Look into the parfor loop in MATLAB: http://www.mathworks.com/help/toolbox/distcomp/parfor.html
I can't use matlab's 'filter' function, because it can only average
things before the current point, right?
That is not correct. You can always add samples (i.e, adding or removing zeros) from your data or from the filtered data. Since filtering with filter (you can also use conv by the way) is a linear action, it won't change the result (it's like adding and removing zeros, which does nothing, and then filtering. Then linearity allows you to swap the order to add samples -> filter -> remove sample).
Anyway, in your example, you can take the averaging kernel to be:
weights = 1 ./ [3 2 1 2 3]; % this kernel introduces a delay of 2 samples
and then simply:
result = filter(w,1,[data, zeros(1,3)]); % or conv (data, w)
% removing the delay introduced by the kernel
result = result (3:end-1);
You considered only 2 options:
Multiplying 1.3M*1.3M matrix with a vector once or multiplying 2 1.3M vectors 1.3M times.
But you can divide your weight matrix to as many sub-matrices as you wish and do a multiplication of n*1.3M matrix with the vector 1.3M/n times.
I assume that the fastest will be when there will be the smallest number of iterations and n is such that creates the largest sub-matrix that fits in your memory, without making your computer start swapping pages to your hard drive.
with your memory size you should start with n=5000.
you can also make it faster by using parfor (with n divided by the number of processors).
The brute force way will probably work for you, with one minor optimisation in the mix.

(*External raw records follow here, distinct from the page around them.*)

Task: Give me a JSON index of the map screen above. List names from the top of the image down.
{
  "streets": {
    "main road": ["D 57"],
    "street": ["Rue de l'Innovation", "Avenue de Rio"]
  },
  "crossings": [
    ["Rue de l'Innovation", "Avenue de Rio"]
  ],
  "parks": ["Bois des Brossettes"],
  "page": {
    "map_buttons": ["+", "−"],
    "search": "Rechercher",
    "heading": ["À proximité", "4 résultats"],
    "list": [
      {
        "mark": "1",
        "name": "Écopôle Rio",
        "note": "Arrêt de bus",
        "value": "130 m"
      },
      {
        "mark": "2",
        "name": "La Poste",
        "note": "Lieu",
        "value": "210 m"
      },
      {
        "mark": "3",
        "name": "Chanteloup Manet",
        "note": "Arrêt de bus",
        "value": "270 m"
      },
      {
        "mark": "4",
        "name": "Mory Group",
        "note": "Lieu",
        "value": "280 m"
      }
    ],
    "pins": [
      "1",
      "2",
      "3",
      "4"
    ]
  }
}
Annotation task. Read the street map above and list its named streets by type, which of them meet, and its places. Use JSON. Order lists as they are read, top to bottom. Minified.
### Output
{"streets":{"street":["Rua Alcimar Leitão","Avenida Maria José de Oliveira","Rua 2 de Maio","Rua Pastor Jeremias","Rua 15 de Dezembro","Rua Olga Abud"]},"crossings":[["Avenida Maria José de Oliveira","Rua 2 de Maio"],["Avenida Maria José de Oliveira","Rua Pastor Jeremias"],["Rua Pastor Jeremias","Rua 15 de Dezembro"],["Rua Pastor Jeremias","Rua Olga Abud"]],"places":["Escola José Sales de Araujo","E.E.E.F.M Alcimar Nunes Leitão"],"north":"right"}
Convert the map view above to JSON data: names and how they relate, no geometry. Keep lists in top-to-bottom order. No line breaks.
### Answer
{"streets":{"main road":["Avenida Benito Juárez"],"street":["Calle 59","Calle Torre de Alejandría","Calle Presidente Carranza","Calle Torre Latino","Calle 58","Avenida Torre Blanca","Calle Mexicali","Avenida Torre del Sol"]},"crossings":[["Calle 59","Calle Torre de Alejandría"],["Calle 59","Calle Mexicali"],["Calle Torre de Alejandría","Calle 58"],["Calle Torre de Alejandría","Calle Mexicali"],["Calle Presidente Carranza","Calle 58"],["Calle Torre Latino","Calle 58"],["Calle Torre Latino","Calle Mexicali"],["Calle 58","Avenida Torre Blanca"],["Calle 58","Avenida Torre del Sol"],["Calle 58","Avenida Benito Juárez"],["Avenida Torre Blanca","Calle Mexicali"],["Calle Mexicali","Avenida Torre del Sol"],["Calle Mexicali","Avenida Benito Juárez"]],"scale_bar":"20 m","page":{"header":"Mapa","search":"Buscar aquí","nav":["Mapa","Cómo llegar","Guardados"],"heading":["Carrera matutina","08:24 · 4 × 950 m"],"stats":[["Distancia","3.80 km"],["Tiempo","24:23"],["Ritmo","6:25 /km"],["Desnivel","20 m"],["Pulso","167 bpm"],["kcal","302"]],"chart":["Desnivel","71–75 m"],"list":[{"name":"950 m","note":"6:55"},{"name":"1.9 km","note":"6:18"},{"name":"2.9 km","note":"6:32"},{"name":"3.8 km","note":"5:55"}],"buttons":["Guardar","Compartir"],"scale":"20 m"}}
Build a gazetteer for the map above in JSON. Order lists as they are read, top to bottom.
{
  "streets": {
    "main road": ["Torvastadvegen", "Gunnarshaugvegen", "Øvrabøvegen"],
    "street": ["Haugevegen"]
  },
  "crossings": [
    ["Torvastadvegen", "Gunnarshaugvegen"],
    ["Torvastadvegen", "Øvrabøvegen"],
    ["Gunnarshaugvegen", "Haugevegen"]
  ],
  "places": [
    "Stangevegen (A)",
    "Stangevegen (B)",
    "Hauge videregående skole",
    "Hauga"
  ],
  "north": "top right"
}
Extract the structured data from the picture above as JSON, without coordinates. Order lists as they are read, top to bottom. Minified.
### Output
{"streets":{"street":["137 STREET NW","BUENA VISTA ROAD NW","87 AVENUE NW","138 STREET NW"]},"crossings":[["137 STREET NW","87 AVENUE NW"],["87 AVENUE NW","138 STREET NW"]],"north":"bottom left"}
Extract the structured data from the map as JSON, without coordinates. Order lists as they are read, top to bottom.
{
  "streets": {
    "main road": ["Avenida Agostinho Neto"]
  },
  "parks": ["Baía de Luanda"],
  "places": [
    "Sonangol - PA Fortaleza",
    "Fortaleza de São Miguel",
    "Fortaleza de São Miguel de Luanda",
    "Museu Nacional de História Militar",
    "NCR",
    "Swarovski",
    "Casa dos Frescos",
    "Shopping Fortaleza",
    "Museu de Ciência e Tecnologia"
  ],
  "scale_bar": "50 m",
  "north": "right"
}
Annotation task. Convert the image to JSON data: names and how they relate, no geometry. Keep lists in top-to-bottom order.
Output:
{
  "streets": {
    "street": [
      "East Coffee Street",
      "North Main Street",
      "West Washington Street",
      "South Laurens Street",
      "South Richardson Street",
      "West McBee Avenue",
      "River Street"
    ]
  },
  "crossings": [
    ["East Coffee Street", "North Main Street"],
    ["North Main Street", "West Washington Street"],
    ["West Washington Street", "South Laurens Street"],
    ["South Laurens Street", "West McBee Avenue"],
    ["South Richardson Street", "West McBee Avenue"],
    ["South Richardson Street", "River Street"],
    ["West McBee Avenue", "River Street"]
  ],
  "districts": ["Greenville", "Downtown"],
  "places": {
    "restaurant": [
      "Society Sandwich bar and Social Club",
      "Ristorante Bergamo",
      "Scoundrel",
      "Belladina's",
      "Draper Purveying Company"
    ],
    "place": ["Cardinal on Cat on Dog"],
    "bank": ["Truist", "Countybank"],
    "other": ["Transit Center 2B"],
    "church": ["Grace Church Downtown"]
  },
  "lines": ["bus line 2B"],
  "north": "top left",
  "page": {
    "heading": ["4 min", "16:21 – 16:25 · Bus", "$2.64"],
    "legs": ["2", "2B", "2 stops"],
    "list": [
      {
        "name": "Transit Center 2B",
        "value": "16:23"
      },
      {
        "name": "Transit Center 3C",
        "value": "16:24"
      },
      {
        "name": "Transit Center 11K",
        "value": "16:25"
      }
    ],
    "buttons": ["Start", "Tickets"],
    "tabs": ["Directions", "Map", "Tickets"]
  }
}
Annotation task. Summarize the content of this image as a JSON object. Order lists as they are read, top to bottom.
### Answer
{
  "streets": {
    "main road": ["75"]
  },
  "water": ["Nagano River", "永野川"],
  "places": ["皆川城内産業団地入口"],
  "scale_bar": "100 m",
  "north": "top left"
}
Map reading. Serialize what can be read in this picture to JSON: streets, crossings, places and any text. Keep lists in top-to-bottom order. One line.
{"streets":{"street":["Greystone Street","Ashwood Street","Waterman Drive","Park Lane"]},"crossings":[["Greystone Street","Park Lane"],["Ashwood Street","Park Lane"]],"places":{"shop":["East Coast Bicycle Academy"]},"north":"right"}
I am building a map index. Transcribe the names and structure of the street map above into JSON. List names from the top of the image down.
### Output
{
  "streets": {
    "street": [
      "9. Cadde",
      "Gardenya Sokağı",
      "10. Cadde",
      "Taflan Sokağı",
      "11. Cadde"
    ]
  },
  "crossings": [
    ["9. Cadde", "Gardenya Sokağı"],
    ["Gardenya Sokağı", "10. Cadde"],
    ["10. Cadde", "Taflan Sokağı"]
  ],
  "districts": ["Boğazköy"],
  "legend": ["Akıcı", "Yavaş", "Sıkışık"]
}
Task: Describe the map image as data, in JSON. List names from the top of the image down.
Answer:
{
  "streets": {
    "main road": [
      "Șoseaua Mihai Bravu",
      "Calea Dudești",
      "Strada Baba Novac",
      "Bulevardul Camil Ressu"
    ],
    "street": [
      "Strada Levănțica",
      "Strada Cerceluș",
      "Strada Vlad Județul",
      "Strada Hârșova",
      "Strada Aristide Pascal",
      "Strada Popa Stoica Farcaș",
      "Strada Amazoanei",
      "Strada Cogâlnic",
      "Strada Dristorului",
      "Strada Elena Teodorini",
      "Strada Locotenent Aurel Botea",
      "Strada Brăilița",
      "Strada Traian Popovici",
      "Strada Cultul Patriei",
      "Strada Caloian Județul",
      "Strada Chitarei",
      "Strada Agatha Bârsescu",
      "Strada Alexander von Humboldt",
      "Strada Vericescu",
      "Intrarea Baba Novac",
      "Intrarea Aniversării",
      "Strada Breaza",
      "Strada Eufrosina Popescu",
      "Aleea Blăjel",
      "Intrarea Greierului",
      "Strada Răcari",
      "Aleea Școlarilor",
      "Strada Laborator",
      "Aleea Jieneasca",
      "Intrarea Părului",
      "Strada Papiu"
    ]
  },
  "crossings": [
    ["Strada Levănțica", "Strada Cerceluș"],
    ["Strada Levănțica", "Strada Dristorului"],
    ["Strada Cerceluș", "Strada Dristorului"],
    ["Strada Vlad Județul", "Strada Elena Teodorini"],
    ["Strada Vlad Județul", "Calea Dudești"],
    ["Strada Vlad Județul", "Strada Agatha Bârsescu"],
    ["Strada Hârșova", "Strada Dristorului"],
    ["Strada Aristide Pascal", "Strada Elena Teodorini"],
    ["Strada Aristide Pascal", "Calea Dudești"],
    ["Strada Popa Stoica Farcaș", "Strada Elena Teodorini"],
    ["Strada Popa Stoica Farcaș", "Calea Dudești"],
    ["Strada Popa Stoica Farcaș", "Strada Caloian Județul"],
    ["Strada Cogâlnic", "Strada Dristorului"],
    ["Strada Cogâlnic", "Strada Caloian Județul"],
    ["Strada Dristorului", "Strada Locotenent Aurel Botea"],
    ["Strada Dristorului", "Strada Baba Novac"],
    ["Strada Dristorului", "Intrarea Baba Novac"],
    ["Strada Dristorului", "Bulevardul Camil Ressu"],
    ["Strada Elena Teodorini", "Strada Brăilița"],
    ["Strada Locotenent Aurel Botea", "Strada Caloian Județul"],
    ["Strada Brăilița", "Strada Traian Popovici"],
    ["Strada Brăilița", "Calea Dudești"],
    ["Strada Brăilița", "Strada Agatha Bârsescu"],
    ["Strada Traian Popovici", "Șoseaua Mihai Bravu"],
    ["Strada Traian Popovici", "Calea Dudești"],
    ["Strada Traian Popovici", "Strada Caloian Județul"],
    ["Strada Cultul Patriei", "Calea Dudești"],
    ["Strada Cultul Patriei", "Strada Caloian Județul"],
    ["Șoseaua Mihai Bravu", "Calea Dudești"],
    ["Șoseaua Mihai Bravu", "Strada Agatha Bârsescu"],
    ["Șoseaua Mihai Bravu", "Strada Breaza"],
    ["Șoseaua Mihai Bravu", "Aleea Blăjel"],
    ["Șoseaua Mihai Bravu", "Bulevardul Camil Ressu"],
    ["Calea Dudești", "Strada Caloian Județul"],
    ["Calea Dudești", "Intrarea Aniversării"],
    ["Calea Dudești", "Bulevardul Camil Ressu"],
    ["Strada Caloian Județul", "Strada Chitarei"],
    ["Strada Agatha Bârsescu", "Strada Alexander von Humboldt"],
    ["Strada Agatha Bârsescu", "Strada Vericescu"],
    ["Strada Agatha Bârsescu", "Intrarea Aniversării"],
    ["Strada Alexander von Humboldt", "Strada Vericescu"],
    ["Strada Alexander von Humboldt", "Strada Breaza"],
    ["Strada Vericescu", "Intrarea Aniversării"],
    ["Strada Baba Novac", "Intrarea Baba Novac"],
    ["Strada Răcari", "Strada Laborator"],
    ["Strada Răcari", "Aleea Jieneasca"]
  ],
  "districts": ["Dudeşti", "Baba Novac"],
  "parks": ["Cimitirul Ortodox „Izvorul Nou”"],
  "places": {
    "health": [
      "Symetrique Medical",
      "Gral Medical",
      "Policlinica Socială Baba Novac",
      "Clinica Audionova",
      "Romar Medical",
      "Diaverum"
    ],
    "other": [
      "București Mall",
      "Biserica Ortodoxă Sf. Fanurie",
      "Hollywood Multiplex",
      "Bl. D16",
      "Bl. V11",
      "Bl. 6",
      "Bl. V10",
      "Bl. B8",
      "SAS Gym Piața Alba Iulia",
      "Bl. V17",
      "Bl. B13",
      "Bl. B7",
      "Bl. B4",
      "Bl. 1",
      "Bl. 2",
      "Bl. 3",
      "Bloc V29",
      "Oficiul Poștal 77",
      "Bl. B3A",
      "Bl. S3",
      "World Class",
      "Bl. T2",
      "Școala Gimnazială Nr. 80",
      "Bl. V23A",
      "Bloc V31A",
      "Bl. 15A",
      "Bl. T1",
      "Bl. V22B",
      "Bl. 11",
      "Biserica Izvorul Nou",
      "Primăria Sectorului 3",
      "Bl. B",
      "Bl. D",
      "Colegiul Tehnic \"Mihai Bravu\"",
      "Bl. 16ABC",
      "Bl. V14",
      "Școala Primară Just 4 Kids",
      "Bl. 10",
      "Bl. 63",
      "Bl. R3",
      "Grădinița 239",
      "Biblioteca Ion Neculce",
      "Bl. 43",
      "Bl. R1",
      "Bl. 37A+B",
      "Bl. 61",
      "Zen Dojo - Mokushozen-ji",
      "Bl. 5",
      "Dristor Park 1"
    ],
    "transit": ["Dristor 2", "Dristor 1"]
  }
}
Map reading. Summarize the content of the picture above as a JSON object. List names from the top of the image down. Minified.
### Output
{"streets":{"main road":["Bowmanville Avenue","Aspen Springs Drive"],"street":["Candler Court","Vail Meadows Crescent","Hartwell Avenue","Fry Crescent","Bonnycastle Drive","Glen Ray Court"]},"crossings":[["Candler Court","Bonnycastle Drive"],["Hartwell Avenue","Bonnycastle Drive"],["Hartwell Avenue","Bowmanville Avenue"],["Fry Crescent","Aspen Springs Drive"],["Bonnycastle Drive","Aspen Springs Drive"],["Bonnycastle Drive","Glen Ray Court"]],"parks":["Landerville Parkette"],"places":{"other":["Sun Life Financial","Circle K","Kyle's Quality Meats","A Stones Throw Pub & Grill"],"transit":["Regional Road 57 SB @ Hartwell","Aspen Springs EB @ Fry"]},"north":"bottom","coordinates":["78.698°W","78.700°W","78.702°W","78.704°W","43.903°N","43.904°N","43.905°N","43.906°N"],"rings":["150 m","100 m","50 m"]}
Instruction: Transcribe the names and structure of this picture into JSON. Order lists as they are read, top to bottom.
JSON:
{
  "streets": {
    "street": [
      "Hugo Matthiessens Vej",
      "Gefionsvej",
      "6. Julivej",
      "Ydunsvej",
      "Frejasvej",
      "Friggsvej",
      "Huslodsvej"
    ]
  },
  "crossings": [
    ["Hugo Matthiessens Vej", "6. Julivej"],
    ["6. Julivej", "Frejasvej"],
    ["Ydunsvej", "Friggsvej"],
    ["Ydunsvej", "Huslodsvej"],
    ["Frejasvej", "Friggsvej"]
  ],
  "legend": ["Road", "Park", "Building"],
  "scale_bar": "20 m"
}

The ^-0.1 operations to create the weights will take a lot longer than the + and * operations to compute the weighted-means, but you re-use the weights across all the million weighted-mean operations. The algorithm becomes:
Create a weightings vector with all the weights any computation would need:
weights = (-n:n).^-0.1
For each element in the vector:
Index the relevent portion of the weights vector to consider the current element as the 'centre'.
Perform the weighted-mean with the weights portion and the entire vector. This can be done with a fast vector dot-multiply followed by a scalar division.
The main loop does n^2 additions and subractions. With n equal to 1.3 million that's 3.4 trillion operations. A single core of a modern 3GHz CPU can do say 6 billion additions/multiplications a second, so that comes out to around 10 minutes. Add time for indexing the weights vector and overheads, and I still estimate you could come in under half an hour.